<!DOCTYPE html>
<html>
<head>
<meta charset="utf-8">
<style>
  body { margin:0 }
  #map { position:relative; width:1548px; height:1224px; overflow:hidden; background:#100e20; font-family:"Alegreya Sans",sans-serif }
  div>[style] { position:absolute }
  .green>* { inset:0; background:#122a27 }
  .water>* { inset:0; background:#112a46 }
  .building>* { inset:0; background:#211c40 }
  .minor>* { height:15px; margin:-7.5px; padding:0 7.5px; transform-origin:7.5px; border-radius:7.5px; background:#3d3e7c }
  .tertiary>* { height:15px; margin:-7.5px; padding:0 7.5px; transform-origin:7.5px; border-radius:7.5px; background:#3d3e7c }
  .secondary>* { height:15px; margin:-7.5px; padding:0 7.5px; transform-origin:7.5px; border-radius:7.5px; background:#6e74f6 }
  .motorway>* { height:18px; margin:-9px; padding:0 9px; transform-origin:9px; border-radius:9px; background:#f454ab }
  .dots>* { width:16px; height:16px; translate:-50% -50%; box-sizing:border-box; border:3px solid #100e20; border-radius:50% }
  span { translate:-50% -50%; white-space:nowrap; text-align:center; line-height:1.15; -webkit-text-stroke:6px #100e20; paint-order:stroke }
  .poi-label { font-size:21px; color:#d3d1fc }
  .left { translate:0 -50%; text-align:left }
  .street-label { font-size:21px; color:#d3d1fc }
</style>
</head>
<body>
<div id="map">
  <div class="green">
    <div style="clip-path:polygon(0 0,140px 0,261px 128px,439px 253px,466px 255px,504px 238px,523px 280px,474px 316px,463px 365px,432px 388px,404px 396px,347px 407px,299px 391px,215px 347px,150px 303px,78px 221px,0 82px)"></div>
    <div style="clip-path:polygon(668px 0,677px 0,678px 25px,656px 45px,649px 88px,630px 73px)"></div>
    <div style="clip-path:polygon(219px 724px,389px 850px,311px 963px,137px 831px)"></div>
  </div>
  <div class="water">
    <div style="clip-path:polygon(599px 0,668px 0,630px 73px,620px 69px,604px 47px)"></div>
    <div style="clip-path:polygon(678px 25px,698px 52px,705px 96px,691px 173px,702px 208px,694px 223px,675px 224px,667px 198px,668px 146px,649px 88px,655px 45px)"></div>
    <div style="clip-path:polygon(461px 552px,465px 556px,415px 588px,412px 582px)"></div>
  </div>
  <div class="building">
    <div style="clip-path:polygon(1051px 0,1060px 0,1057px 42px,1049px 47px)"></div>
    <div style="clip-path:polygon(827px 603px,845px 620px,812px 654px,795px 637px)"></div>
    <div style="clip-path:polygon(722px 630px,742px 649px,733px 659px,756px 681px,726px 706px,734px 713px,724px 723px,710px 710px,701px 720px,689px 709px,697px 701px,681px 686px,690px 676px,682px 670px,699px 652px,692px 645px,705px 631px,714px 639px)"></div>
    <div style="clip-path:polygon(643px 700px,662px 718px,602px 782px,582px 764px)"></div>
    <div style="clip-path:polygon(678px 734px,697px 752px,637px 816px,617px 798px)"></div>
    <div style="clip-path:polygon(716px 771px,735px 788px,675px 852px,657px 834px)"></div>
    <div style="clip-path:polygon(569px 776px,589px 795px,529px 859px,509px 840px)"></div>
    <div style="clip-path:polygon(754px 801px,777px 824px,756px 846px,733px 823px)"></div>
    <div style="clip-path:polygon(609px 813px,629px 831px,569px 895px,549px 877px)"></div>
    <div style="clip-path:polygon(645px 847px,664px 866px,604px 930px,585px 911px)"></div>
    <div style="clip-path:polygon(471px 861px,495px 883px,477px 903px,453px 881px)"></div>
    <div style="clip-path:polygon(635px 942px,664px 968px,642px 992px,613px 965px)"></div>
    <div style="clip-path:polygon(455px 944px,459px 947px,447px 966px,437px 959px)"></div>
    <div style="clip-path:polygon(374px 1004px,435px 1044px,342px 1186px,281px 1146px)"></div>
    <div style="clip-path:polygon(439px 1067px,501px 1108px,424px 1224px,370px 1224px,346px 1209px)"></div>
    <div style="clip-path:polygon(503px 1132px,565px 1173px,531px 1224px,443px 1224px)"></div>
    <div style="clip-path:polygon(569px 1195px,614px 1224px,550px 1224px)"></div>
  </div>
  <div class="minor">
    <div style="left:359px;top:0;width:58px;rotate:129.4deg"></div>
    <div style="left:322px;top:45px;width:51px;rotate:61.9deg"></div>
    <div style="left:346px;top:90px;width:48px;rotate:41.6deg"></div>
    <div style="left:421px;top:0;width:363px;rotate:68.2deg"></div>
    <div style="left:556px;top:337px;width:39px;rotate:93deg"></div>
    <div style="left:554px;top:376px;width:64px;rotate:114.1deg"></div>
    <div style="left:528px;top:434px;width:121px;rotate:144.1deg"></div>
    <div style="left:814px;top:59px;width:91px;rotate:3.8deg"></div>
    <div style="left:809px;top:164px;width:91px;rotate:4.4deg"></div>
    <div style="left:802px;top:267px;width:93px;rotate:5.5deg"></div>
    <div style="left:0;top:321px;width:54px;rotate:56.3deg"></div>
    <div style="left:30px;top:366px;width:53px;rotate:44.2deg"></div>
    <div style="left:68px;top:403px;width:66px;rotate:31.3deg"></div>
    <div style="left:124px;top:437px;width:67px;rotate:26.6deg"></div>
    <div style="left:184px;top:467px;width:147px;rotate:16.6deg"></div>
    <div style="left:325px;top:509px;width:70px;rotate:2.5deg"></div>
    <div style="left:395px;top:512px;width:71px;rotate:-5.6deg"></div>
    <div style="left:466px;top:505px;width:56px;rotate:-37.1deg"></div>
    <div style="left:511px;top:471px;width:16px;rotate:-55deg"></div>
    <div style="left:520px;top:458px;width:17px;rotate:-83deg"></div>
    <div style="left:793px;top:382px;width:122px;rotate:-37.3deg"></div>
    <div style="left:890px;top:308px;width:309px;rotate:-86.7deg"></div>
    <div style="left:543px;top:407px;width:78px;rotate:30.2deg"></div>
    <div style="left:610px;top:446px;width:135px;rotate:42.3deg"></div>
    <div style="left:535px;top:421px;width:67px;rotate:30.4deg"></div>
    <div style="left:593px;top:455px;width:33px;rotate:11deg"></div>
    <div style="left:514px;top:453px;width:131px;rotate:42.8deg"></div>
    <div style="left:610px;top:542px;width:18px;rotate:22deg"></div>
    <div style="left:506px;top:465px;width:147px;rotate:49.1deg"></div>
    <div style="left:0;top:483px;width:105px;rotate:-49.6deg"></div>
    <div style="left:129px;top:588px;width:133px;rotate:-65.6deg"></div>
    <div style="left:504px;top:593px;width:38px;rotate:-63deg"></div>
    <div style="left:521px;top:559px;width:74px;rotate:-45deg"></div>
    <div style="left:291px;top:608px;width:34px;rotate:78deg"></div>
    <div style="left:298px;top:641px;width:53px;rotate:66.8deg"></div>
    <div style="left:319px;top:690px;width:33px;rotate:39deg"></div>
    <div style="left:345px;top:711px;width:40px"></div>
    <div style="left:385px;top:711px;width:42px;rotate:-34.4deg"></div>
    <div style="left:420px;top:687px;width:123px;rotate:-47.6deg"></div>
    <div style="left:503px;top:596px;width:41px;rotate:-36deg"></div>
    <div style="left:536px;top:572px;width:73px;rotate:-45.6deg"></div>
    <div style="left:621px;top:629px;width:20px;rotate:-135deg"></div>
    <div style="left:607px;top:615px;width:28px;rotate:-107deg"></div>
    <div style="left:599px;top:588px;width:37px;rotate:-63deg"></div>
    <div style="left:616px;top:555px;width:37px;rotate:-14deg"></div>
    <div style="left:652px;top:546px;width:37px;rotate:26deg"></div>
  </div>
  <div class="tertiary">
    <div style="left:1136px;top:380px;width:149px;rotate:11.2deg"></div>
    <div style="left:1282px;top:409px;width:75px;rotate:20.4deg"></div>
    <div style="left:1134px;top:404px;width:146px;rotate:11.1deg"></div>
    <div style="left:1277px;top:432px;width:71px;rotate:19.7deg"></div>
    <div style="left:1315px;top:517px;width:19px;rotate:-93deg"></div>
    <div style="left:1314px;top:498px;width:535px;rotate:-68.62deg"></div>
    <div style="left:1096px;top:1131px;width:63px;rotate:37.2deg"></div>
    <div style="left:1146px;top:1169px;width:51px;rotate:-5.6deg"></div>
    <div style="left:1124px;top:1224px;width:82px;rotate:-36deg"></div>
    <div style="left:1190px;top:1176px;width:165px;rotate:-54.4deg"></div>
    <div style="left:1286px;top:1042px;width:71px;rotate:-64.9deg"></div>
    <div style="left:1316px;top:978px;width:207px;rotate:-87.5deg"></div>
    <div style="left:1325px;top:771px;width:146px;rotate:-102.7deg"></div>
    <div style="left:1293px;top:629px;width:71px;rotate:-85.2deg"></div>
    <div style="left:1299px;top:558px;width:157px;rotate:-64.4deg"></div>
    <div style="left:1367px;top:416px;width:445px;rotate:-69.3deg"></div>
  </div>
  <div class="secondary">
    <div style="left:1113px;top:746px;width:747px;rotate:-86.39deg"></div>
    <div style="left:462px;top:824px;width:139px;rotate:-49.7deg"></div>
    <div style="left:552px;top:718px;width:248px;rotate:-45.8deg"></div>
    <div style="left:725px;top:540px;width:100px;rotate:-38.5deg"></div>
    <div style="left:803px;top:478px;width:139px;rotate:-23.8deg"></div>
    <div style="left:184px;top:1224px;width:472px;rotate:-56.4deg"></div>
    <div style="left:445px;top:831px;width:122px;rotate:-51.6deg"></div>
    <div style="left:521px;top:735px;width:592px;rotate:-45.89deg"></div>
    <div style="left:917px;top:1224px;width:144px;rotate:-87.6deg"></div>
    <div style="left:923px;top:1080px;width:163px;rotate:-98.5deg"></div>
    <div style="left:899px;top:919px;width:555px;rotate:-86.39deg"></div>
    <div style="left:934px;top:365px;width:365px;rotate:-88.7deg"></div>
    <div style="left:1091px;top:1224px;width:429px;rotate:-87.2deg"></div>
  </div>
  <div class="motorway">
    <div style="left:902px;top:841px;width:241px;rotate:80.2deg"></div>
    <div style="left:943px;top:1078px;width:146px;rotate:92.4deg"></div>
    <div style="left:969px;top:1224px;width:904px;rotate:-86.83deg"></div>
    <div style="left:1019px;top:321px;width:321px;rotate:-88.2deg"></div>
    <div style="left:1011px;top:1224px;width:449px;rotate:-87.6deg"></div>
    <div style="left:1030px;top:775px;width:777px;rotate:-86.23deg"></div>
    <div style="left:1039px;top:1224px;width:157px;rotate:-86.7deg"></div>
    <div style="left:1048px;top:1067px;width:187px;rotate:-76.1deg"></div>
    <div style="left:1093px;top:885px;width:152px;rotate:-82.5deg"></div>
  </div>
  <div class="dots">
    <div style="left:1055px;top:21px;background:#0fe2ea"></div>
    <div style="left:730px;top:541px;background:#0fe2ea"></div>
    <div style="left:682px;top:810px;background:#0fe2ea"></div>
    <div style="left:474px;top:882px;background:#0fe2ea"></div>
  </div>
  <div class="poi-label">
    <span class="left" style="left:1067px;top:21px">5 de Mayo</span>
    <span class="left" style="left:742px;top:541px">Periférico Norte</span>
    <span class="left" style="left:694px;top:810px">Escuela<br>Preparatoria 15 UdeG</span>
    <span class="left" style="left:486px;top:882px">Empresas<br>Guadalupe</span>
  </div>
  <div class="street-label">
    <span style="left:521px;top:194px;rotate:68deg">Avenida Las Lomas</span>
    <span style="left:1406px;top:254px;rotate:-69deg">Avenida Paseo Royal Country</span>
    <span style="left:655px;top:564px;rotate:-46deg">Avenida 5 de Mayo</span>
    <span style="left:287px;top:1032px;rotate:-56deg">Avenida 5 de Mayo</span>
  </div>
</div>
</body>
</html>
■ ■ ■ ■ ■ ■ ■
**Directions for this task**:
Nothing but the lines from the first line of the data through the line with "position:relative; width:1548px; height:1224px;" should be returned, exactly as they appear, both ends included.

**Answer section**:
<!DOCTYPE html>
<html>
<head>
<meta charset="utf-8">
<style>
  body { margin:0 }
  #map { position:relative; width:1548px; height:1224px; overflow:hidden; background:#100e20; font-family:"Alegreya Sans",sans-serif }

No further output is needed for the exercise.